I Samuel 14:6, emphasis added

He could just as easily have said, “God may use us to do His work.” Jonathan didn’t foolishly tempt God. He had a plan – a Godly plan. God can honor our plans – as long as our plans honor Him. God is all-powerful. He is great, but He is also good. His throne is great and white. Remember what happens when someone gets to be powerful. Saul the king became corrupt – just like Samuel warned. He fought battles for his own glory, and not for God’s. He wanted credit for himself, and not for God. He sacrificed and offered offerings that only the priests were allowed to do. And he became corrupt. He ended up turning to witchcraft and committing suicide on the battlefield. Saul was big and good-looking. He looked like what the people thought a king should look like. But – unlike Jonathan – he didn’t have the faith to finish well. Absolute power corrupts absolutely when it comes to men. But not when it comes to God.

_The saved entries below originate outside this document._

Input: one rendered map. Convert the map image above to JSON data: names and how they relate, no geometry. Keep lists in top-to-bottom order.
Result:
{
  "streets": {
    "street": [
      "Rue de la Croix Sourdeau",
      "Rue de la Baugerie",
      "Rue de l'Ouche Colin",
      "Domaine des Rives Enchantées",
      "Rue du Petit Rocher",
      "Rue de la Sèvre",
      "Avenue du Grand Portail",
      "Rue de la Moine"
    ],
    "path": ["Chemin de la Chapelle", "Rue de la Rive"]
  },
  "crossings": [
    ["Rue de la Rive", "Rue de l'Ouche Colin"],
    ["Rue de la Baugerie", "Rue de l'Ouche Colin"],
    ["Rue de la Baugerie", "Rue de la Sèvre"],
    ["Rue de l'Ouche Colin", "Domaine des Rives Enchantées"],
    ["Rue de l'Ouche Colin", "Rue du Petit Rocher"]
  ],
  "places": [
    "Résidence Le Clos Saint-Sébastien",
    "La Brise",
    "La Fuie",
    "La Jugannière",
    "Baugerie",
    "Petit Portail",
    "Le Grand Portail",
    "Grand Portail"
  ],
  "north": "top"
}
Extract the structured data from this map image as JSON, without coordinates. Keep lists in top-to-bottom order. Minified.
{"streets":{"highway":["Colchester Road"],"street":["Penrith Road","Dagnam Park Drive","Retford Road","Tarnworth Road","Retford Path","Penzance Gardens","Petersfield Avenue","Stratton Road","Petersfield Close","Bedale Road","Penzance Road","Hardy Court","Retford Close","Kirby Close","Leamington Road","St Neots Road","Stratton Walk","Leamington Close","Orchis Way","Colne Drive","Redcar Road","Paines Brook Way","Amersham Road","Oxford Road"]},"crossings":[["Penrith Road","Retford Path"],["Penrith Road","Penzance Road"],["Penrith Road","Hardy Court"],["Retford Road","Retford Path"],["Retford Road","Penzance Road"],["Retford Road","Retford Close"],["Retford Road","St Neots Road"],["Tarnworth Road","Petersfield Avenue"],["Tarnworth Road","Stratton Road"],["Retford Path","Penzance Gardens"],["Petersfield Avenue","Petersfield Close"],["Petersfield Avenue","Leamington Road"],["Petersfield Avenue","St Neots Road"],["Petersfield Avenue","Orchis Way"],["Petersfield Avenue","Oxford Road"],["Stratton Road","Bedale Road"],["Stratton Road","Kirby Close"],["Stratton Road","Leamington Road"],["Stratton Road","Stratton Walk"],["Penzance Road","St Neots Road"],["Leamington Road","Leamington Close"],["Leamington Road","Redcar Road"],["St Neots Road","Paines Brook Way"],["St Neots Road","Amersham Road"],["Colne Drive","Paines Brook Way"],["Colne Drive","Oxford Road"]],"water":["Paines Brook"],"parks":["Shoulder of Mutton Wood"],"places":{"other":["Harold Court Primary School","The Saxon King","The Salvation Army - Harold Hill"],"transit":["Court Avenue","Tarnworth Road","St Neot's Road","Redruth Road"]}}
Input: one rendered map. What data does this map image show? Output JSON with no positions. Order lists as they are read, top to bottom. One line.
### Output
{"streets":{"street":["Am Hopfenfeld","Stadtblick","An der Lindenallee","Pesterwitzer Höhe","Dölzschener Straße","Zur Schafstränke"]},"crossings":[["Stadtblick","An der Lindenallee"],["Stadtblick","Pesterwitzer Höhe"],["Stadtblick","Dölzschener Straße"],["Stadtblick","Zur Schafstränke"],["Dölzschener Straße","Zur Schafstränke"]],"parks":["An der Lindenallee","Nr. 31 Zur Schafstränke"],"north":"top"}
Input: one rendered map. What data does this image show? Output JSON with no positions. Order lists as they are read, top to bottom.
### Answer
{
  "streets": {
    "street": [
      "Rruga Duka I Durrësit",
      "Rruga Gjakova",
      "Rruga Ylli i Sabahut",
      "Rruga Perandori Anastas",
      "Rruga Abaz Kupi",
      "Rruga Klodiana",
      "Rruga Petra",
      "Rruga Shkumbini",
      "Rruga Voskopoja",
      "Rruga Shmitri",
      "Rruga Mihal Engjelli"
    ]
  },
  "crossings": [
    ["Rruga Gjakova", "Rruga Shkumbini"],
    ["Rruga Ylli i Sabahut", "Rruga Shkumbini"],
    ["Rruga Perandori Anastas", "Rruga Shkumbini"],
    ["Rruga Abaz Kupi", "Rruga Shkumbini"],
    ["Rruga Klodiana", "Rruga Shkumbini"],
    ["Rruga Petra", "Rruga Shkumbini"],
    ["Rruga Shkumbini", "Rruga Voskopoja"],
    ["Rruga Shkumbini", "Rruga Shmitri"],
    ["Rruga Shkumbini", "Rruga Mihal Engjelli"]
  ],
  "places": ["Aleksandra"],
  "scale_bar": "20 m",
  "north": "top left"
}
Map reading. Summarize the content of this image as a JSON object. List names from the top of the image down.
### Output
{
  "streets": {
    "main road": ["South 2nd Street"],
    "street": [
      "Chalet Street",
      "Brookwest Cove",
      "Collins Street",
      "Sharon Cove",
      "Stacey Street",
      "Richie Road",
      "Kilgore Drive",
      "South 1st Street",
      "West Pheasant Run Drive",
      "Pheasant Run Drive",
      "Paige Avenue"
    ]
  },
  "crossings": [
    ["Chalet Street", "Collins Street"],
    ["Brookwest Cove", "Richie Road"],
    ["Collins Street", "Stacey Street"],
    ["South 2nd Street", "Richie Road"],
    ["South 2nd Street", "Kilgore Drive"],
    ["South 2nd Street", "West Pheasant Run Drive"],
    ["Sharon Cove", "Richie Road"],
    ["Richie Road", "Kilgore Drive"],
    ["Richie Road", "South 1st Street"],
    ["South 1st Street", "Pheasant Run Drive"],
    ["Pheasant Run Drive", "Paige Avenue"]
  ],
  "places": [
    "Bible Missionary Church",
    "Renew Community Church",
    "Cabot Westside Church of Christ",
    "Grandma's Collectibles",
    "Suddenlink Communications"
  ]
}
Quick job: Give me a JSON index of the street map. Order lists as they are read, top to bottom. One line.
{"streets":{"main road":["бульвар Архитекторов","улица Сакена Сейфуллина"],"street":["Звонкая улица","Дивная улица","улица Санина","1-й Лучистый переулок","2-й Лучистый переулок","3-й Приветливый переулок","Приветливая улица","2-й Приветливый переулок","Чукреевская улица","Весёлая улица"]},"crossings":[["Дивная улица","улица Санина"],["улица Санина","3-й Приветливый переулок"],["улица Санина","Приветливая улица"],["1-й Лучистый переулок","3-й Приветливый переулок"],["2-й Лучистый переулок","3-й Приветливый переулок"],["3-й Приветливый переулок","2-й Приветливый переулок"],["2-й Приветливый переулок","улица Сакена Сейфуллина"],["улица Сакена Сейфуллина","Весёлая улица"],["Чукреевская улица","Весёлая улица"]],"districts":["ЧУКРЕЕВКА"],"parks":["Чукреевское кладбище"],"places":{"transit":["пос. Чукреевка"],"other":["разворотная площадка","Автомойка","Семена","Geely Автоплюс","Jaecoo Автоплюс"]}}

Can you imagine an all-powerful supreme being that is inclined to evil or makes compromises with evil men? This world would make Saddam Hussein’s Iraq look like Christmas morning at a rich kid’s house. It would make Nazi Germany look like Disneyland.

Jonathan had reasons to fear the Philistines. They had better weapons. They had more weapons. They had the high ground. They had the numbers.

Jonathan also had reason to fear Saul. He was the king. He had mood swings. He was Jonathan’s father.

But more than fear of the Philistines, and more than fear of his earthly father, Jonathan feared his Heavenly Father. There is safety, peace, protection, comfort, boldness, and victory in the fear of God. God’s power is a great dread to His enemies, but it is a great comfort to His children.

If you are a Christian you have:

I. A Foe to Fight
II. Some Facts to Face
III. A Friend to Follow (or a friend who will follow)
IV. The Faith to Finish
V. A Father to Fear

Get out from under the pomegranate tree. Get in the battle. The Christian life is a battle, and it’s a battle worth fighting.